**Assigned task**.
Search the records for the string "name" and copy every line in which it appears.
====== Data under study
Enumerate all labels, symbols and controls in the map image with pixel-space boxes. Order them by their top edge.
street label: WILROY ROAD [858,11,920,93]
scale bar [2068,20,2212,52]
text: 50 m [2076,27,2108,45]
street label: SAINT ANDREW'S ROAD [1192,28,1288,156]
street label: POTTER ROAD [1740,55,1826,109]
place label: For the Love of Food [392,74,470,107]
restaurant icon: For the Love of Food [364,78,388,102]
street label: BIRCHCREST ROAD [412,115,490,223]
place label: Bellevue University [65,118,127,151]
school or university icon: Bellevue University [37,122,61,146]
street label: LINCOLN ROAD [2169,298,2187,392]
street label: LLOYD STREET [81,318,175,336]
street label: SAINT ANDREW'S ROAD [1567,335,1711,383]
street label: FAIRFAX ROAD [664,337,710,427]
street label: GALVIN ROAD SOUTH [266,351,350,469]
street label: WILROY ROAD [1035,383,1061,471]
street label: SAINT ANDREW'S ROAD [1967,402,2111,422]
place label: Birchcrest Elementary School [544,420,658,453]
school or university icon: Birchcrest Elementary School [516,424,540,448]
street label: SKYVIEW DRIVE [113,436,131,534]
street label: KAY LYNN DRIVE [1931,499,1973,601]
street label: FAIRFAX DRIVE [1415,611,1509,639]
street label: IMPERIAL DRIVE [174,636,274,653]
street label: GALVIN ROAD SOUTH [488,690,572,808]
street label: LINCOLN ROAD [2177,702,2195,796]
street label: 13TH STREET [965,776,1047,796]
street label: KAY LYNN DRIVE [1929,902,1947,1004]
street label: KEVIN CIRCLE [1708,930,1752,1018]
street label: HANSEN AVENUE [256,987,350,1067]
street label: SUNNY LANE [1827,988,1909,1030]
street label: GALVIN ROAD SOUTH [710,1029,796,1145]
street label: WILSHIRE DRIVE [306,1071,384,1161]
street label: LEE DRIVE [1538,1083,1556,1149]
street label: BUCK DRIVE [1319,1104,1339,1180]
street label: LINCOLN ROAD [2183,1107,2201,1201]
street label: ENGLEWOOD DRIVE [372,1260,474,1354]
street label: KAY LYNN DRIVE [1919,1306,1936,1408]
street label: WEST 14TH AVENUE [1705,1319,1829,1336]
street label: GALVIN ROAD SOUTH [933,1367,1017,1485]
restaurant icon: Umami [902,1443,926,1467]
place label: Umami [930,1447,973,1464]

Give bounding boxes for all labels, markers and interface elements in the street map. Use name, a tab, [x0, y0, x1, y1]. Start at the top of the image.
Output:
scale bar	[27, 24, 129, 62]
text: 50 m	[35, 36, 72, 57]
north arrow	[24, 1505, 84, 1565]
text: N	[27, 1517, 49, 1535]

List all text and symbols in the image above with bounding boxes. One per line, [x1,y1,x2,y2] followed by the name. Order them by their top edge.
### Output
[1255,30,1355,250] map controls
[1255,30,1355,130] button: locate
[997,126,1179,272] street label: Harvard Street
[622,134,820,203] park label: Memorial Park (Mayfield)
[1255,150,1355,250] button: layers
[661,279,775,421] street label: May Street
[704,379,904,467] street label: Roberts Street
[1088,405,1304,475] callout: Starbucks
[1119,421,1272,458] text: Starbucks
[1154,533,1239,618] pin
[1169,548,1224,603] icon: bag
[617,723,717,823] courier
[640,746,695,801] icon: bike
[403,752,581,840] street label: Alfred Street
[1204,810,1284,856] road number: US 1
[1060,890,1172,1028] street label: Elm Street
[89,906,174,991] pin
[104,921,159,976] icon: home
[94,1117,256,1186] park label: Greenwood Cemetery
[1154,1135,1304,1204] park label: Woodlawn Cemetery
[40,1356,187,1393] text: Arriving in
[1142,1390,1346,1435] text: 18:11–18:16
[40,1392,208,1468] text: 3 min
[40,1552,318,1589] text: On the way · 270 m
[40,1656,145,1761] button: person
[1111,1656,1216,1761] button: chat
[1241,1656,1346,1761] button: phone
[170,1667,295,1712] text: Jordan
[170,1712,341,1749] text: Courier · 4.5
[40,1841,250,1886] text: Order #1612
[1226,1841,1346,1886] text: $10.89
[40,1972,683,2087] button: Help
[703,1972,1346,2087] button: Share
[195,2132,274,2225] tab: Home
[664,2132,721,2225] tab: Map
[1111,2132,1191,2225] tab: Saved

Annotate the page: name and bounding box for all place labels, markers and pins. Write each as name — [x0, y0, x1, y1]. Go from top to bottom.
============
**Answer below**.
Give bounding boxes for all labels, markers and interface elements in the street map. Use name, a tab, [x0, y0, x1, y1]. Start at the top of the image.
List all text and symbols in the image above with bounding boxes. One per line, [x1,y1,x2,y2] followed by the name. Order them by their top edge.
Annotate the page: name and bounding box for all place labels, markers and pins. Write each as name — [x0, y0, x1, y1]. Go from top to bottom.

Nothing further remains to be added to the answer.